Мальчишка вез его долго и все накренивал тележку набок. Ветер шумел в перелеске и морщил воду в канавках у дороги. Когда подъехали к станции, поезд уже стоял. Зернов ужасно ему обрадовался. Не глядя по сторонам, он скоро-скоро подошел к окошечку, взял билет и на платформе, увидев пустой, старенький вагон второго класса, поспешно поднялся на площадку. Он закрывал железный затвор, когда вдруг услышал знакомый голос:
– Барин, откуда вы?
В голосе было и удивление, и радость, и чуточку беспокойства.
Таня стояла на платформе у вагона, в той же драповой кофточке и гарусной косынке, как и третьего дня, и глядела на Зернова снизу вверх знакомыми карими глазами. В ту же минуту Ивану Ивановичу показалось, что он не только не боялся встретиться с нею, а именно этого и хотел, и странно было, что он уезжает. Однако он выговорил:
– В Петербург еду, Таня.
– В Питер? А на долго ль?
Тучи разорвались на мгновенье, и на платформу, и прямо на Танино лицо упало веселое, желтое солнце. Она сощурила глаза, как тогда, когда они сидели на лесенке, в сенях, и луч упал на нее сквозь щели. Зернов видел ее лицо, ее улыбку, и не вспомнил в эту минуту ни о законах, ни о себе самом, ни о Федоре.
Он наклонился к Тане с площадки и проговорил.
– На долго ль? Как на долго? А разве забыла, что обещала прийти ко мне нынче вечером? Я сегодня же вернусь. Придешь, Таня милая? Не обманешь?
Под солнцем лицо ее стало нежнее, с розовыми и золотыми тенями. Она улыбалась, и он вспомнил, как целовал ее улыбку.
– Я не обману, – сказала она тихонько. – Вы уж приезжайте.
Звонили, свистали, поезд медленно поплыл в сторону.
– Ну, счастливо вам, – произнесла Таня с неожиданной, недоумелой грустью в голосе.
И на ходу, через железную палку, она подала ему руку. Раньше она никогда этого не делала. Зернов взял руку, большую, неловкую, в черной нитяной перчатке, хотел поцеловать, да не поцеловал, пожал и выпустил. Он чувствовал, что еще улыбается, но что-то толкнуло в сердце, и сердце остановилось на мгновенье.

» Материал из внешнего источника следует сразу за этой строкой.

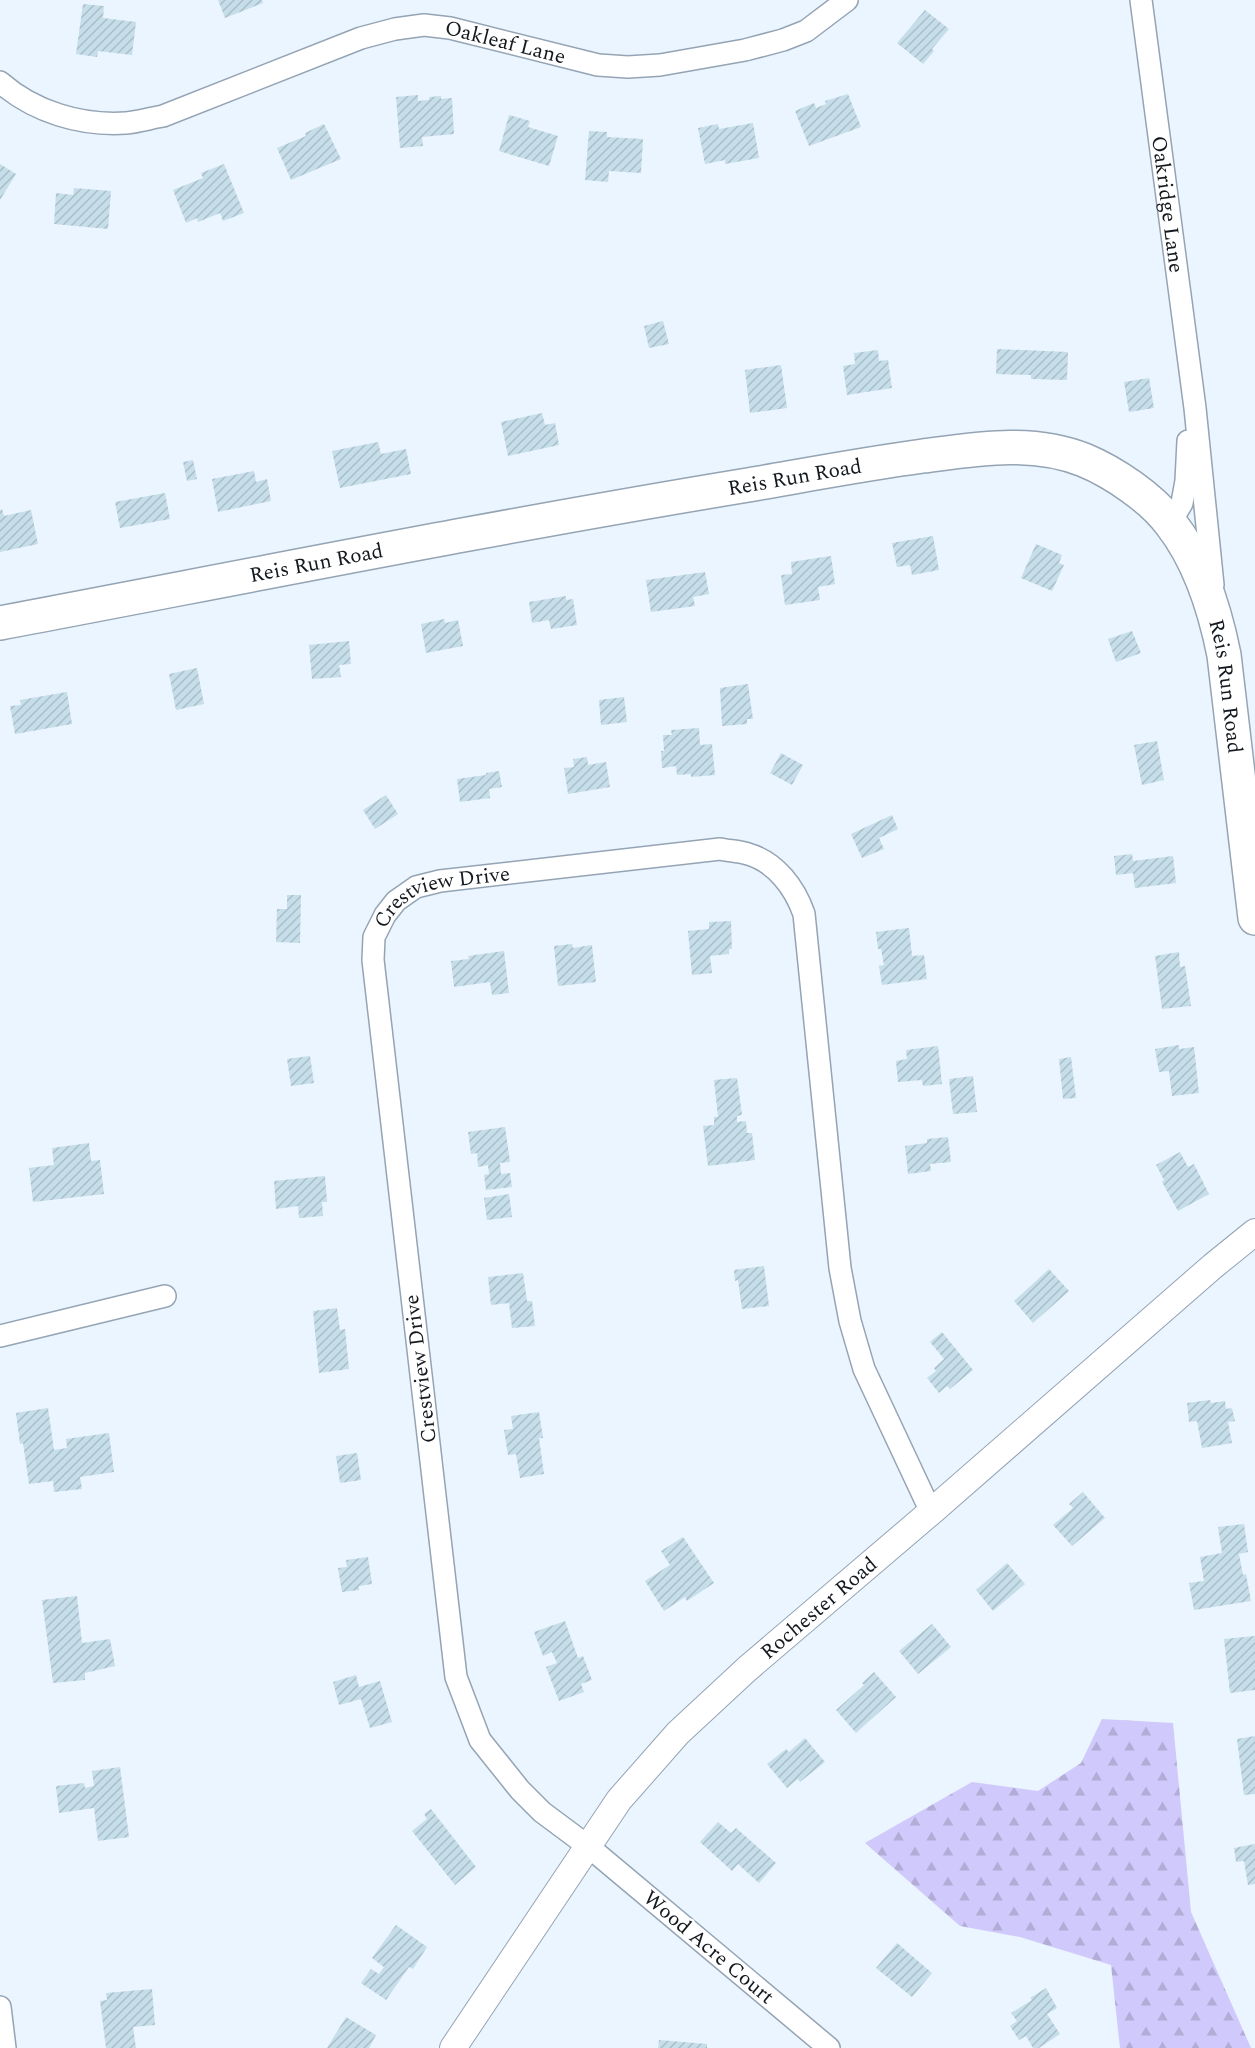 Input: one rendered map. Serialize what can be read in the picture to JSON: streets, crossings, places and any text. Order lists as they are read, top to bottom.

Поезд обогнал Таню. Иван Иванович видел ее на краю платформы, но уже перестал различать ее черты. Вместо Таниного лица вдруг вспомнил он желтое, в складках, лицо Федора, его улыбку и голос.
«Много мы с тобой, барин милый, схожи. Усумнился, – значит, все равно закона человеческого не преступить. И отойди. Кому дано, а нам с тобой не дано. И хочешь идти – ан не пускает».